* _What you need to do_: Repeat exactly the lines below that lie between the line with "font-size:60px; font-weight:800; line-height:1.1" and the line with "width:96px; height:96px; border-radius:12px;", counting both of those lines as part of the answer.

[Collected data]
● ● ●

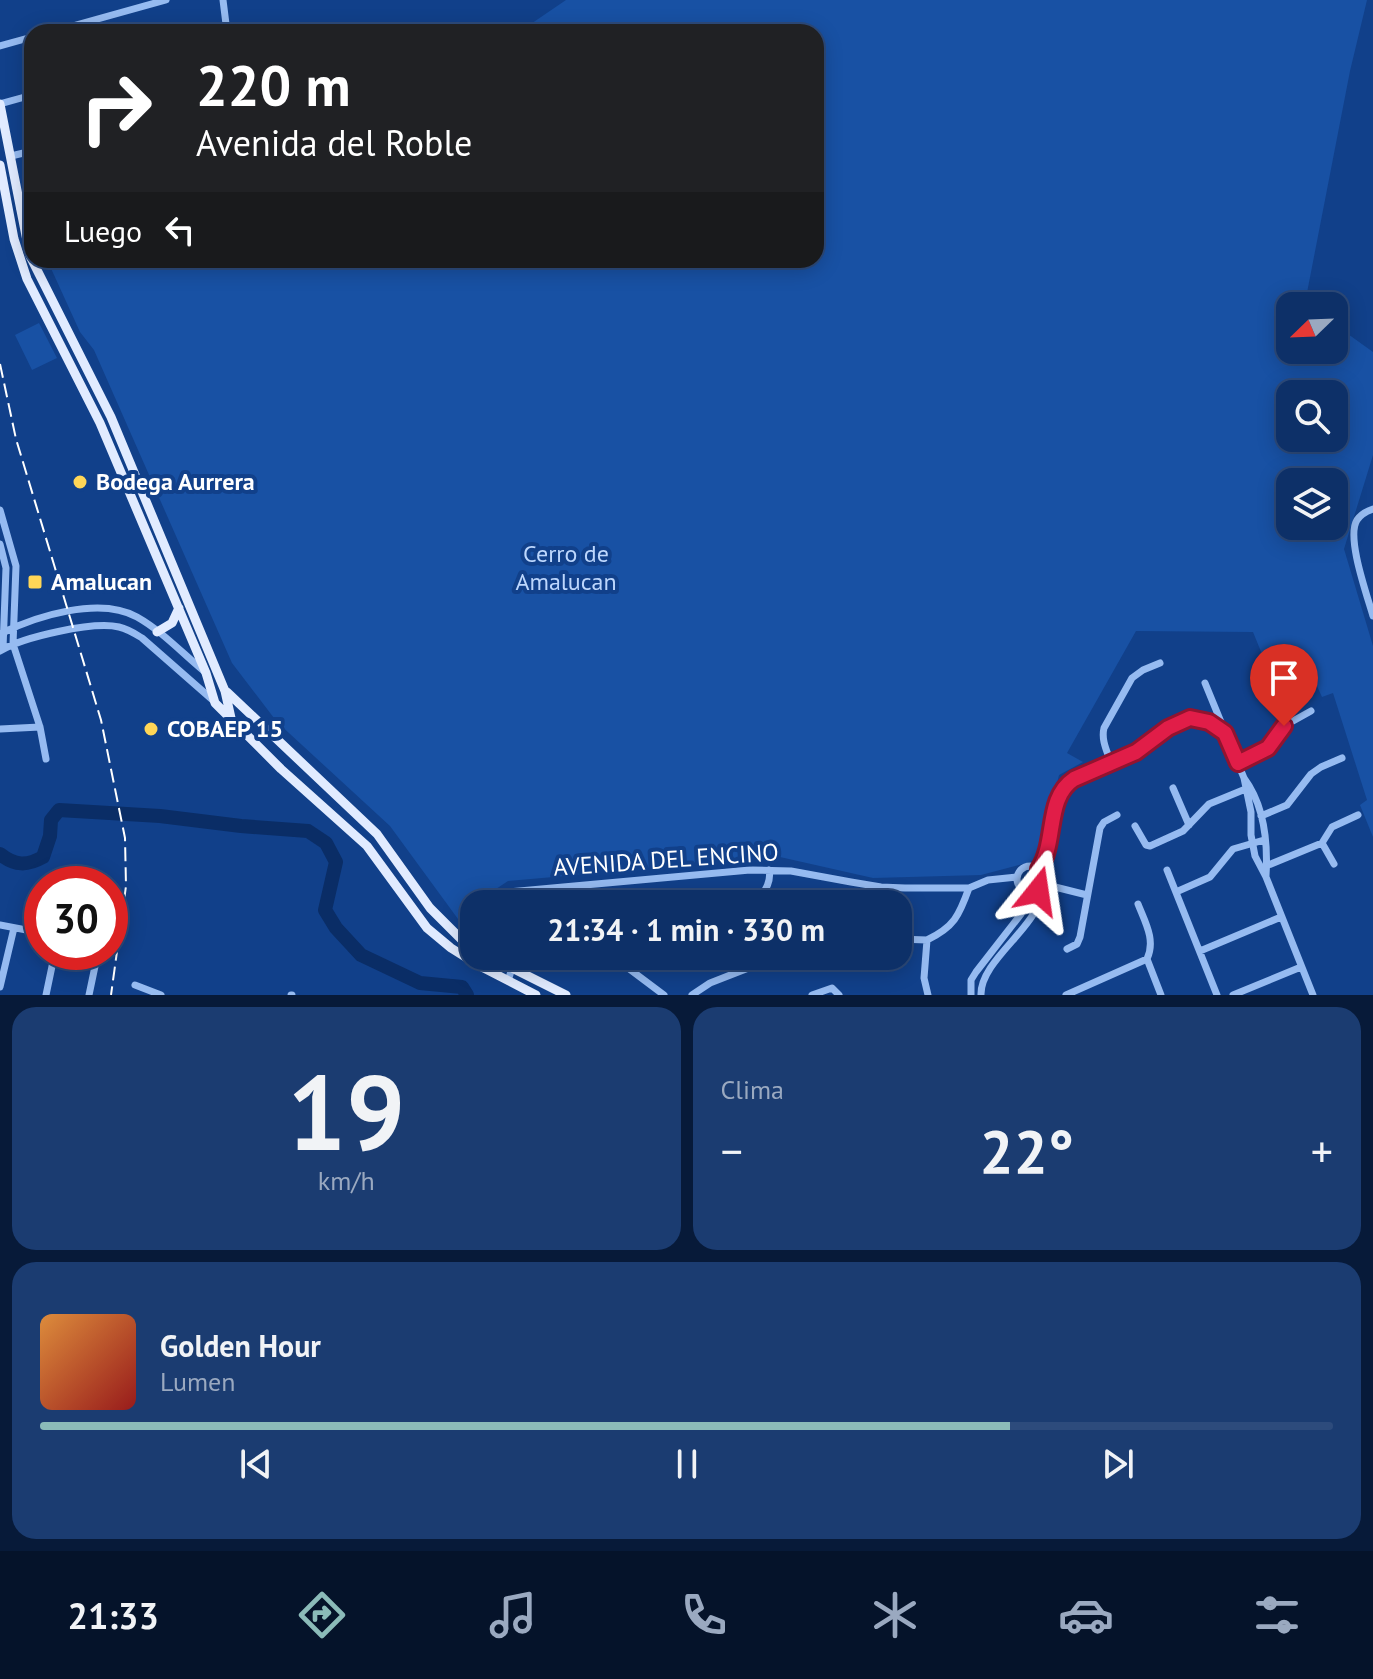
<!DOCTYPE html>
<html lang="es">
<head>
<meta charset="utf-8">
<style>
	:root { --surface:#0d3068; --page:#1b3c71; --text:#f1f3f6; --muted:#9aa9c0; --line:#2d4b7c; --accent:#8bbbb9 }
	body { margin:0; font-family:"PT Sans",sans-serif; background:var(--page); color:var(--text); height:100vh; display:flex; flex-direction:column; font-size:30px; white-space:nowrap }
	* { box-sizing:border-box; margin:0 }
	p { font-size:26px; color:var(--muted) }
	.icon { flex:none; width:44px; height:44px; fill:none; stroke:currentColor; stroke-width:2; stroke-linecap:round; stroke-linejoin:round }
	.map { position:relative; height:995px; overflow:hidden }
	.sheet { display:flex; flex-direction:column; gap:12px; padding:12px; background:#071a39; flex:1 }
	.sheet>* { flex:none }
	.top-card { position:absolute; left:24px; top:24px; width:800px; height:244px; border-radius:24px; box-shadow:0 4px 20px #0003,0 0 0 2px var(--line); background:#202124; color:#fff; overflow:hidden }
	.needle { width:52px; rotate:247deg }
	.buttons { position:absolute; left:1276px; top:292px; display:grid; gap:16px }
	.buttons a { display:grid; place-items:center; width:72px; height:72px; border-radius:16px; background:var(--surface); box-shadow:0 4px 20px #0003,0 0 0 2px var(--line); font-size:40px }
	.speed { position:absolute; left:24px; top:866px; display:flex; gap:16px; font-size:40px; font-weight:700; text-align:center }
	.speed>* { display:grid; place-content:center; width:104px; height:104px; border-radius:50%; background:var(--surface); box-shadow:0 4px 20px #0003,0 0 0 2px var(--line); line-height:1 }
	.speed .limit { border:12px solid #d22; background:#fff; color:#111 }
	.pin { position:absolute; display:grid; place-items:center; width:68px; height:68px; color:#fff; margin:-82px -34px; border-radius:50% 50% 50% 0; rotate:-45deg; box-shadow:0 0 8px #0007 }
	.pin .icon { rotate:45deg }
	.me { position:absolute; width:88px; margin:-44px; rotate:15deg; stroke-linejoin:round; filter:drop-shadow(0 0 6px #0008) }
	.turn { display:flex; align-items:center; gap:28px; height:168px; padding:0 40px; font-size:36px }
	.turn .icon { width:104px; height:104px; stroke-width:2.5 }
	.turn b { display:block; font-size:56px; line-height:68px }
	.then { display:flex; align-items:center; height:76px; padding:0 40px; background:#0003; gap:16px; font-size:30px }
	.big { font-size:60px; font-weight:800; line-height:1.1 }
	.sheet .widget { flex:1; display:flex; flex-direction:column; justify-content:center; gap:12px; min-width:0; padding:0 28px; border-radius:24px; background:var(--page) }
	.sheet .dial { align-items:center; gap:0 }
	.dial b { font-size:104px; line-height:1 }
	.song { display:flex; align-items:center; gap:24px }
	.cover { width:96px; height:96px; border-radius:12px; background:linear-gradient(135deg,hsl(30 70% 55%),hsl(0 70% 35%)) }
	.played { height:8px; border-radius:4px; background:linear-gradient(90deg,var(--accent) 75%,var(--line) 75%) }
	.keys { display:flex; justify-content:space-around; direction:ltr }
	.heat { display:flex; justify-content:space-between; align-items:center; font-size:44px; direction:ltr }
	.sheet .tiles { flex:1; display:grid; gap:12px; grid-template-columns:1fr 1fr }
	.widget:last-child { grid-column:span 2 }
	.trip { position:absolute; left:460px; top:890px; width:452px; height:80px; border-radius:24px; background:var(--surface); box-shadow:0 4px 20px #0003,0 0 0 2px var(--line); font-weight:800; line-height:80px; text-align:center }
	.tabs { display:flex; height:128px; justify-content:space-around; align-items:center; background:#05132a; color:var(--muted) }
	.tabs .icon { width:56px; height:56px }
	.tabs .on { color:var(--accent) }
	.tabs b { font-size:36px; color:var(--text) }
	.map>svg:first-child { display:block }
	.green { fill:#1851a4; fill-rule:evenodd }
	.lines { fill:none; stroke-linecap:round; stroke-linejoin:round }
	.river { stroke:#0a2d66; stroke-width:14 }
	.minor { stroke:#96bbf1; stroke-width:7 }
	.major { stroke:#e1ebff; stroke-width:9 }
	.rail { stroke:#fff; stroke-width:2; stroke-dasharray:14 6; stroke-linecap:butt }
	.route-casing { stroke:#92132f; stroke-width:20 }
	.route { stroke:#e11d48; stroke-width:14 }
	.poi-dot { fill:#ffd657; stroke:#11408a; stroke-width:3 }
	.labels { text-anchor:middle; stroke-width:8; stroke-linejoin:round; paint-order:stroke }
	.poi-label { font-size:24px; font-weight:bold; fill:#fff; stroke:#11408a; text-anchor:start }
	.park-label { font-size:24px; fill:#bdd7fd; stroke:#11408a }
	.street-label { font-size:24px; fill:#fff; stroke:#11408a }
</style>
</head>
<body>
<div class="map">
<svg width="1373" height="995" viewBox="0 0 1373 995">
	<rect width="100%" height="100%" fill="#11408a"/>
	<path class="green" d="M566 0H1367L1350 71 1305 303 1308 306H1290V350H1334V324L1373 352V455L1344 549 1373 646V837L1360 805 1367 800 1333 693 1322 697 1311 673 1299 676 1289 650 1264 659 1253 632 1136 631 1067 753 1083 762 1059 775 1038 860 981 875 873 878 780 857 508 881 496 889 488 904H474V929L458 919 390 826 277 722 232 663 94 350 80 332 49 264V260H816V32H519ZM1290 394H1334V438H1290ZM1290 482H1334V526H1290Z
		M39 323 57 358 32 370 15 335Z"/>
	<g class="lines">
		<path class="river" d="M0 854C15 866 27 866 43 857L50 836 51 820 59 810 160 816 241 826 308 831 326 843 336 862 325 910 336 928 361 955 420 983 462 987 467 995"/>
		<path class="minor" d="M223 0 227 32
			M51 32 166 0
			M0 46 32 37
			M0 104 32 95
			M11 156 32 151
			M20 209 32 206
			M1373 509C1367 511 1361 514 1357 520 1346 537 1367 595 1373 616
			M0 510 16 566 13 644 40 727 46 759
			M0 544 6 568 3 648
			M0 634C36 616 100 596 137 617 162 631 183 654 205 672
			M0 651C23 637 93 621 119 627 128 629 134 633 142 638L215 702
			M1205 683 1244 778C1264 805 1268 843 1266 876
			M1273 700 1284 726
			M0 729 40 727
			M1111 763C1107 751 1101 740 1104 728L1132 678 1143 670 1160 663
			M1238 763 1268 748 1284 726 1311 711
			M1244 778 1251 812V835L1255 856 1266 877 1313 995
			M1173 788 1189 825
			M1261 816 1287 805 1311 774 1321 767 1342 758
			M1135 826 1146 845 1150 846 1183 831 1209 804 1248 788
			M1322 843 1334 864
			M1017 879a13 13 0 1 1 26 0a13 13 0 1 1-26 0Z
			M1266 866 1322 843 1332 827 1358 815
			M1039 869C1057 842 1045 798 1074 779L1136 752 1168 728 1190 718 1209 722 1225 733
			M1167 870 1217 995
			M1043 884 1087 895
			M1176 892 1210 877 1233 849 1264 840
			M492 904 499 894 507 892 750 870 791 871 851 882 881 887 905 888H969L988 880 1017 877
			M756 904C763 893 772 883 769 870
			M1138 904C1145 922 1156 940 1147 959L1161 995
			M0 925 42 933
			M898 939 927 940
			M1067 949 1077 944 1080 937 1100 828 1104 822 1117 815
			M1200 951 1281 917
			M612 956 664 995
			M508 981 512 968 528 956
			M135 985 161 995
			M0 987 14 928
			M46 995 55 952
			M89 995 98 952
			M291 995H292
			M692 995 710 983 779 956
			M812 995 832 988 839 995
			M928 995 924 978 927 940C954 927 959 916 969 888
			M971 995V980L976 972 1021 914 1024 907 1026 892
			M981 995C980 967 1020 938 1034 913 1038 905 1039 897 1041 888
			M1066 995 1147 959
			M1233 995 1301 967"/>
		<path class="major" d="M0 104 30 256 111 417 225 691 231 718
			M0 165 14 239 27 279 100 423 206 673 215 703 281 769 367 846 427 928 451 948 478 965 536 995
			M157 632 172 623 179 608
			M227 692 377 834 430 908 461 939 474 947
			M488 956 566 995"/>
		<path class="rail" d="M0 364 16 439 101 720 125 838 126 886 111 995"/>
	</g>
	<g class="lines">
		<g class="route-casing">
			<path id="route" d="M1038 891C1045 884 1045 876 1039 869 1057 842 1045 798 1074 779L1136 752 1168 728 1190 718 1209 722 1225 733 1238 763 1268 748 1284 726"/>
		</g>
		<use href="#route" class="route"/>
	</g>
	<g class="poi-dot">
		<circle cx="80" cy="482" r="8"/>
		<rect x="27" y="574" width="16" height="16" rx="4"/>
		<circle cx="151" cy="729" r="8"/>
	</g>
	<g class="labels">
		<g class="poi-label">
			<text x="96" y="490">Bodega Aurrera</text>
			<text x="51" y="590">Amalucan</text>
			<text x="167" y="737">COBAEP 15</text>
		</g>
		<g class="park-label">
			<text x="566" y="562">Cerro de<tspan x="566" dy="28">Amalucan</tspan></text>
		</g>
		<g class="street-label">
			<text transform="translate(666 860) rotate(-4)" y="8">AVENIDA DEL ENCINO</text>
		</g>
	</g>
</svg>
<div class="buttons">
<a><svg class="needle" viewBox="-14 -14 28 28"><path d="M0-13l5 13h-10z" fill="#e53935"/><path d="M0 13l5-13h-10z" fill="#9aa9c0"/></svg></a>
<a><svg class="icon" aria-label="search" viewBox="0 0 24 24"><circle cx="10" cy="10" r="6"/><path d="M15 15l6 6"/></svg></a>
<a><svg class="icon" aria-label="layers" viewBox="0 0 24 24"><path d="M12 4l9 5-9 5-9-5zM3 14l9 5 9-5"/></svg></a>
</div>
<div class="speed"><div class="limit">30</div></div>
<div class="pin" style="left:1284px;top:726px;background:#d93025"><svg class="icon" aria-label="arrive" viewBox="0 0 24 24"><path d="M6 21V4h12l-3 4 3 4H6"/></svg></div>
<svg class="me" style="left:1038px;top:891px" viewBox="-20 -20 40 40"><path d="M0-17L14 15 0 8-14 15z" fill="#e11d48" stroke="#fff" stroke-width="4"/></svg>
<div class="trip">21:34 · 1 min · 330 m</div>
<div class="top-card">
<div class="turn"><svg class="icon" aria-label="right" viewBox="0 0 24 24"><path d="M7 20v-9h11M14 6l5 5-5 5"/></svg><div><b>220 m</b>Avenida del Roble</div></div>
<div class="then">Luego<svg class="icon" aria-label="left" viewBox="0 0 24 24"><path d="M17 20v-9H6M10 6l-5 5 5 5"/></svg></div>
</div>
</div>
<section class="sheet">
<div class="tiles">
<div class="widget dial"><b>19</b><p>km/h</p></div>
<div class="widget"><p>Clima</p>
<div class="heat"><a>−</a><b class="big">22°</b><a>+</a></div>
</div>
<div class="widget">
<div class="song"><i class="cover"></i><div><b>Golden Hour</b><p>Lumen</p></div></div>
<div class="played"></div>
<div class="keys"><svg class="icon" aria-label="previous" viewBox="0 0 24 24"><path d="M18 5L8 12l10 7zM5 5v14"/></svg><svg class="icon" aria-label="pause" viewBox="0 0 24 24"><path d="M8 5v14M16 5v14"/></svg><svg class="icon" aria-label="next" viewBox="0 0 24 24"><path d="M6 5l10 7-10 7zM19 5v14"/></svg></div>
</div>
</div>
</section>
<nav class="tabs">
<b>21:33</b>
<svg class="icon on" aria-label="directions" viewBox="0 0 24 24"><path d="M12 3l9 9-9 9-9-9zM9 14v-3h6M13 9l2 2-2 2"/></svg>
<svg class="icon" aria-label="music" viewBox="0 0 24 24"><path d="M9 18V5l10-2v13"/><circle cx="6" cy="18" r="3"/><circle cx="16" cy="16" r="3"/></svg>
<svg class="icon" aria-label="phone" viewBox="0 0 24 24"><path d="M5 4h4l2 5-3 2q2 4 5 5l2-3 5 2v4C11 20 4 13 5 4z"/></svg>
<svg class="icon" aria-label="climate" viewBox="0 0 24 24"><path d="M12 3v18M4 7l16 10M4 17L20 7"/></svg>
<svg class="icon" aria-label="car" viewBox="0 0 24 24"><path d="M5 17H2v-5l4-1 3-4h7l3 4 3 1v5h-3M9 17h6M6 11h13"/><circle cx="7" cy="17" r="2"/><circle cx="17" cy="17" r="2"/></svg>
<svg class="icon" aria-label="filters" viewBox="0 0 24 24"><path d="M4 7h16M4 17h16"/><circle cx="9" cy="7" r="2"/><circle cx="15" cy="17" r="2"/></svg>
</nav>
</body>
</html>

● ● ●

* _Task result_:
	.big { font-size:60px; font-weight:800; line-height:1.1 }
	.sheet .widget { flex:1; display:flex; flex-direction:column; justify-content:center; gap:12px; min-width:0; padding:0 28px; border-radius:24px; background:var(--page) }
	.sheet .dial { align-items:center; gap:0 }
	.dial b { font-size:104px; line-height:1 }
	.song { display:flex; align-items:center; gap:24px }
	.cover { width:96px; height:96px; border-radius:12px; background:linear-gradient(135deg,hsl(30 70% 55%),hsl(0 70% 35%)) }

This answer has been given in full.